Come? “A settembre porteremo in Parlamento il decreto preparato con Musumeci per aprire la strada alla legge quadro sulla Blue Economy. L’eolico offshore può rafforzare il sistema industriale italiano e aumentare l’indipendenza energetica. Stiamo lavorando a partnership industriali. Tema di cui mi sono occupato a Pechino e su questa base si svilupperà l’accordo elaborato con il Ministero dell’industria cinese sarà sottoscritto durante la missione di Giorgia Meloni, che si terrà nei prossimi giorni”. Al centro dell’accordo, ha aggiunto Urso, tecnologia verde e automotive elettrica. “Il piano riguarda progetti di ricerca, sviluppo e innovazione per la creazione di batterie, pannelli solari e turbine eoliche, oltre a pompe di calore. Le risorse per realizzare gli impianti eolici offshore ci sono. Dobbiamo coniugare transizione ambientale e sostenibilità economica, produttiva e sociale del sistema Italia e industriale. Dobbiamo metterci al centro dello sviluppo di queste nuove fonti non solo per l’installazione, ma anche per la produzione ai fini dell’esportazione di tecnologia green. Parliamo dei comparti del futuro dell’industria italiana”.
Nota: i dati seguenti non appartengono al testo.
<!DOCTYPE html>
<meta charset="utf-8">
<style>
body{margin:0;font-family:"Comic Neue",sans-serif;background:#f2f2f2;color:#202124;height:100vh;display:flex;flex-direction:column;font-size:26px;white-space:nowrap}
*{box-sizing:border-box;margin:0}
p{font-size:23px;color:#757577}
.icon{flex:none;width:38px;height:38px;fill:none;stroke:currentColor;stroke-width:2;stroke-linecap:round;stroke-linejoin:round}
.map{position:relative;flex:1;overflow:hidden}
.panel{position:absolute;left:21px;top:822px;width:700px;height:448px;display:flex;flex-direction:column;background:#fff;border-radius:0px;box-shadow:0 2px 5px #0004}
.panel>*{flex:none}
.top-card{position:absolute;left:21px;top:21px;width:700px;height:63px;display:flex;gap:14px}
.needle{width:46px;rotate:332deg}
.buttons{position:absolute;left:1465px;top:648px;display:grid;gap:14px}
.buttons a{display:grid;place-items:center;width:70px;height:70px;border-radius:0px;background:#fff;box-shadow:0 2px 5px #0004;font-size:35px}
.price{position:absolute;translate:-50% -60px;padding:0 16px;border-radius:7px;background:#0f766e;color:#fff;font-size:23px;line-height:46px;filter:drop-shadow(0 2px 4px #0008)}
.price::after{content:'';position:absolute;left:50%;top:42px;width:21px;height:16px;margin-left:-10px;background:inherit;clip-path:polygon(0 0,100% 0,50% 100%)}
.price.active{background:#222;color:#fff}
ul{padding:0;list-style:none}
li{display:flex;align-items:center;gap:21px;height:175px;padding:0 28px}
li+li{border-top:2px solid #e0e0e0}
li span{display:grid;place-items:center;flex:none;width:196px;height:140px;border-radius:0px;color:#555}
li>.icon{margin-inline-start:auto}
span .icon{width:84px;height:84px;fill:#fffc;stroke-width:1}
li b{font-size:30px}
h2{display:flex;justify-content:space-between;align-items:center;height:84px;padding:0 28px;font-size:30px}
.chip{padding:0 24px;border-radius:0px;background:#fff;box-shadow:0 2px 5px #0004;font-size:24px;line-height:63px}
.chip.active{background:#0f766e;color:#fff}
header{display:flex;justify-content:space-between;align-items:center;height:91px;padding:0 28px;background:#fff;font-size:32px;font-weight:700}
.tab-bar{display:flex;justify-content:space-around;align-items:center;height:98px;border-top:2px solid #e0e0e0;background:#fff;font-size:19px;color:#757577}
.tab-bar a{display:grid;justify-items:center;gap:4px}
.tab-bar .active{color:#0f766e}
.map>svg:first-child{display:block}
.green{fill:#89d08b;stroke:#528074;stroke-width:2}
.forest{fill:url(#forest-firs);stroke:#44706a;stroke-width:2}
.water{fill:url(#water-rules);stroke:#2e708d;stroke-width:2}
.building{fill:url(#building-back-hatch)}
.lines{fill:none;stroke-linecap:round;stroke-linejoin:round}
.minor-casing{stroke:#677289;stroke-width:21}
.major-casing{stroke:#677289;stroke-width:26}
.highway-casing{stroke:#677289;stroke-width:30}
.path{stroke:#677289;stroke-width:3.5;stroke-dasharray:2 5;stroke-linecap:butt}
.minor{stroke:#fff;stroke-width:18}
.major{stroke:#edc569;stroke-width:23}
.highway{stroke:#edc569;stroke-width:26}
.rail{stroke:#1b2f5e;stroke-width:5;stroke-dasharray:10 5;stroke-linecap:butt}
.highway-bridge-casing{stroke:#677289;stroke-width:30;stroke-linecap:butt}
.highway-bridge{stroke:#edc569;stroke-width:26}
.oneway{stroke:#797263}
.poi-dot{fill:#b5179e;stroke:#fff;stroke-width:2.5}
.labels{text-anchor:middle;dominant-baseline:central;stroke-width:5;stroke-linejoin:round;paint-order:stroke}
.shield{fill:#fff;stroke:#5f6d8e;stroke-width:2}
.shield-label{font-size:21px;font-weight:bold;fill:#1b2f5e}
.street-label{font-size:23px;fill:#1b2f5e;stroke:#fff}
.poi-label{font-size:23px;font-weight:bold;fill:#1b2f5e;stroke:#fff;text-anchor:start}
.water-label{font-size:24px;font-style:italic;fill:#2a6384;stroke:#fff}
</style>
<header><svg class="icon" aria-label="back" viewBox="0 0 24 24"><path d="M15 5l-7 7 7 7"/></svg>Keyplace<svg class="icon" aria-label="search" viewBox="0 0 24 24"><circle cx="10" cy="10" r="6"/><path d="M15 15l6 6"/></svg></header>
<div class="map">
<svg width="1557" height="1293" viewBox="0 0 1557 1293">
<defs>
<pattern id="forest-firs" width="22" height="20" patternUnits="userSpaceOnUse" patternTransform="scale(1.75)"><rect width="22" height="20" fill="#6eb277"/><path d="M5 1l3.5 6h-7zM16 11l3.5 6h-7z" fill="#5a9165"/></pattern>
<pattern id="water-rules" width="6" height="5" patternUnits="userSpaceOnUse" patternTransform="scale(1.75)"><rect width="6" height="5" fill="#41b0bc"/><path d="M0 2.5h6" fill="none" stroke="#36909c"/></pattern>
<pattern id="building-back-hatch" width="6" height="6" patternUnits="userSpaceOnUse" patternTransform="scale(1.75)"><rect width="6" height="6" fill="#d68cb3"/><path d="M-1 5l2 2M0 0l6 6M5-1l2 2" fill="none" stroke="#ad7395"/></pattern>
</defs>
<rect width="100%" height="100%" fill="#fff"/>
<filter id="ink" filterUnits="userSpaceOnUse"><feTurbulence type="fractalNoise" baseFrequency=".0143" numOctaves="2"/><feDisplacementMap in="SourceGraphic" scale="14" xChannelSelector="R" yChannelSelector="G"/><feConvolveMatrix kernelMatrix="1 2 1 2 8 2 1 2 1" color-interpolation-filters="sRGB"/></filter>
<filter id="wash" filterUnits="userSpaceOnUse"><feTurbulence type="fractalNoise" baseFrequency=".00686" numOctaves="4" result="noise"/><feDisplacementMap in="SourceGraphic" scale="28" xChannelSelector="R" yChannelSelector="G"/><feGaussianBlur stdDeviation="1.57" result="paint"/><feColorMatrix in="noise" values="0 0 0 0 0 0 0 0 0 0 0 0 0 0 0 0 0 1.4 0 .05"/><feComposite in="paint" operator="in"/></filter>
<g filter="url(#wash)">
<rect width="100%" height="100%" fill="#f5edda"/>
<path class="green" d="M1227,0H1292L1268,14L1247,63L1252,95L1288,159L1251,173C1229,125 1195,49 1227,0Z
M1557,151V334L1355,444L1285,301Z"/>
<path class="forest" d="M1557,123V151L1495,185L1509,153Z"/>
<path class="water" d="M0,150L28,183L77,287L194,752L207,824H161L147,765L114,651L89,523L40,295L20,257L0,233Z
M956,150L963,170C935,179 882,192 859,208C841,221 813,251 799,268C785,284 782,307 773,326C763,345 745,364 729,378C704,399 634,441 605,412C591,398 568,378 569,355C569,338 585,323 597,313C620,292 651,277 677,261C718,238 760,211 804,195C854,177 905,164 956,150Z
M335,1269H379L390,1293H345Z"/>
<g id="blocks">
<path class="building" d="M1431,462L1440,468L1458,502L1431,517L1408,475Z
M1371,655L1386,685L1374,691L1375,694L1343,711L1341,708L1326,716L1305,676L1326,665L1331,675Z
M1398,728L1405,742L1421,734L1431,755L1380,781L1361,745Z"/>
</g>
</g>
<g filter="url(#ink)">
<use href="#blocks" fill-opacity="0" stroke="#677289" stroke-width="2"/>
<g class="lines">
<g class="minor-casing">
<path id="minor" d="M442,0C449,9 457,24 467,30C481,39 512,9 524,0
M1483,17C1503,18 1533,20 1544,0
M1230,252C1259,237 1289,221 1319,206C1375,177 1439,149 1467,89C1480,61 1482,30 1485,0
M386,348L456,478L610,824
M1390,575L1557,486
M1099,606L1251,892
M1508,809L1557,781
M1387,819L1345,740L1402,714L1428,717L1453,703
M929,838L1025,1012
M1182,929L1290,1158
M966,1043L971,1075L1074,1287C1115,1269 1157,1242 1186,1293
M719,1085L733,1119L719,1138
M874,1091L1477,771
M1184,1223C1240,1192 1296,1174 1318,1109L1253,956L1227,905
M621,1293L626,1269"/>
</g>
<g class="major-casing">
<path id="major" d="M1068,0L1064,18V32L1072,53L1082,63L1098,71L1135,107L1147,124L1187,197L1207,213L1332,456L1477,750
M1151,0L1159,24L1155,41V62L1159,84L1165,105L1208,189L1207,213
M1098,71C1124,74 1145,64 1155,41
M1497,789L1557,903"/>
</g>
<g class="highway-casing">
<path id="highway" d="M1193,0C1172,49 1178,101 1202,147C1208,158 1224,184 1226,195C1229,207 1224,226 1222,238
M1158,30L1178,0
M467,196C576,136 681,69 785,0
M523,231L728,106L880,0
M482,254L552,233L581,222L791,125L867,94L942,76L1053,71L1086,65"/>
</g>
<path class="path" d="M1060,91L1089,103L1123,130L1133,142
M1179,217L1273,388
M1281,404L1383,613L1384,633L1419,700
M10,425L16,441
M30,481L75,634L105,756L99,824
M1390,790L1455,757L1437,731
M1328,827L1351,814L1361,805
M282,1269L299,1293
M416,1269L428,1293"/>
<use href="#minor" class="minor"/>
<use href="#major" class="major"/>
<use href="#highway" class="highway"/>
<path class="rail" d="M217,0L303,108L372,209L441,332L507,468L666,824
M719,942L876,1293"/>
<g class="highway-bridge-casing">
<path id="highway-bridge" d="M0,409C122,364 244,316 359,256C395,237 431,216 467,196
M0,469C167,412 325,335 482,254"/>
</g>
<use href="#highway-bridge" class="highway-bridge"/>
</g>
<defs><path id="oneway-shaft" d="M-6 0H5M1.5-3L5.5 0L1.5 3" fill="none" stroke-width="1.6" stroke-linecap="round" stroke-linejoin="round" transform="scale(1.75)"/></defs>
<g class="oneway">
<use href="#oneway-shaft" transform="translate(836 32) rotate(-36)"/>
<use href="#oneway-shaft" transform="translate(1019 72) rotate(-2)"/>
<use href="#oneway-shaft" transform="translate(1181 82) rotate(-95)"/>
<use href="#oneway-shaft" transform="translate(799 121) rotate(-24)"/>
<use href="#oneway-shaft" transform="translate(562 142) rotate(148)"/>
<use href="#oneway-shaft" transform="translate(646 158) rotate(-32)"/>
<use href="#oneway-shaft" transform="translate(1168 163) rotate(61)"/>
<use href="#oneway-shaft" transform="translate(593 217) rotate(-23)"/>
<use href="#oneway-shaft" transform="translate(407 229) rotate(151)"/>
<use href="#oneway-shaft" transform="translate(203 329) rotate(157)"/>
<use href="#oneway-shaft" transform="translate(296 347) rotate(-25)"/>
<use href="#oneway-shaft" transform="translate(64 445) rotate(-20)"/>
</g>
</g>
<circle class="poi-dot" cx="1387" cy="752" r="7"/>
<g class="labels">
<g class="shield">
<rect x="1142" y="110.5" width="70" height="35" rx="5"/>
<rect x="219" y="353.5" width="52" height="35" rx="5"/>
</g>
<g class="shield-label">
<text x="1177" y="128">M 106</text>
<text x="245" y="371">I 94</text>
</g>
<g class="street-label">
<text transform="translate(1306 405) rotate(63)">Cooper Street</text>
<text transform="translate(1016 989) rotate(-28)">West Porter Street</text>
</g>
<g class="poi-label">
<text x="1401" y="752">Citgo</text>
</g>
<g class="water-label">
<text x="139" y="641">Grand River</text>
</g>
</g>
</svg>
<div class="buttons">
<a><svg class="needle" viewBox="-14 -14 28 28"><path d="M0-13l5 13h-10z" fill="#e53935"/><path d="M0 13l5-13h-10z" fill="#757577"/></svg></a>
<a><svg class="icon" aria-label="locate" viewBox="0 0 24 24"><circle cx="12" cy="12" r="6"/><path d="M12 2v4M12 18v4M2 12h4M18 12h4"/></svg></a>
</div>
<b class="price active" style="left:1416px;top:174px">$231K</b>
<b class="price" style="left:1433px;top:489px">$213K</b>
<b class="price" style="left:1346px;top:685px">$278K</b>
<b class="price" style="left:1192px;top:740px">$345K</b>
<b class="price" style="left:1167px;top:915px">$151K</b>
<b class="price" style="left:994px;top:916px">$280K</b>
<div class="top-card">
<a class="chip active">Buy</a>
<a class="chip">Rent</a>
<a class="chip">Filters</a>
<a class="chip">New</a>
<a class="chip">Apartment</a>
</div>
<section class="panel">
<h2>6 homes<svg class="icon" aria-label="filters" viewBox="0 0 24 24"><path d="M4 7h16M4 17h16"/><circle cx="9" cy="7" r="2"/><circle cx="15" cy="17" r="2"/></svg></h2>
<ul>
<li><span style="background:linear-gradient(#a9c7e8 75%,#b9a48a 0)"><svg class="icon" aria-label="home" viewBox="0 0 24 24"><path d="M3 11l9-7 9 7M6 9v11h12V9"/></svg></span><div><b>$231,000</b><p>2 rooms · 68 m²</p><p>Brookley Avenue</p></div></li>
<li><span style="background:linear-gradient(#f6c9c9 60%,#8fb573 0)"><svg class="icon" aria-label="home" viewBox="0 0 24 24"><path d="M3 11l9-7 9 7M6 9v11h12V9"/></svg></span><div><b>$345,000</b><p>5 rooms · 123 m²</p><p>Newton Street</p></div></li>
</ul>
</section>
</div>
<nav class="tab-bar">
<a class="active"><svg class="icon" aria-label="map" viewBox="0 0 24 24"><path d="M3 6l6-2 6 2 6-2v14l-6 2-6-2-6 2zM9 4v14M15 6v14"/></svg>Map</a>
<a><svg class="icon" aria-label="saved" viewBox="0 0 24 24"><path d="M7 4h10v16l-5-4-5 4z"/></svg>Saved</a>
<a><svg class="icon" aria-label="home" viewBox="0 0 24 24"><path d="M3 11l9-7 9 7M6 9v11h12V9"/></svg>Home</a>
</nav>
Quali scenari per l’Italia
Secondo Davide Tabarelli, “saremo un’avanguardia mondiale per quantità e tecnologie” ma oggi “l’Italia è in ritardo nella produzione eolica rispetto agli altri Paesi. Ci sono sempre comunità che cercano di preservare il territorio, condizione che favorisce l’eolico offshore”. Eppure, tra sindrome Nimby e Nimto rimaniamo bloccati. “L’Italia ha una grande occasione per diventare hub dell’energia con una filiera dell’eolico”, ha affermato Tabarelli. Nel frattempo, meglio assicurarsi con le nuove vie del gas dal Nordafrica e dagli Usa via nave.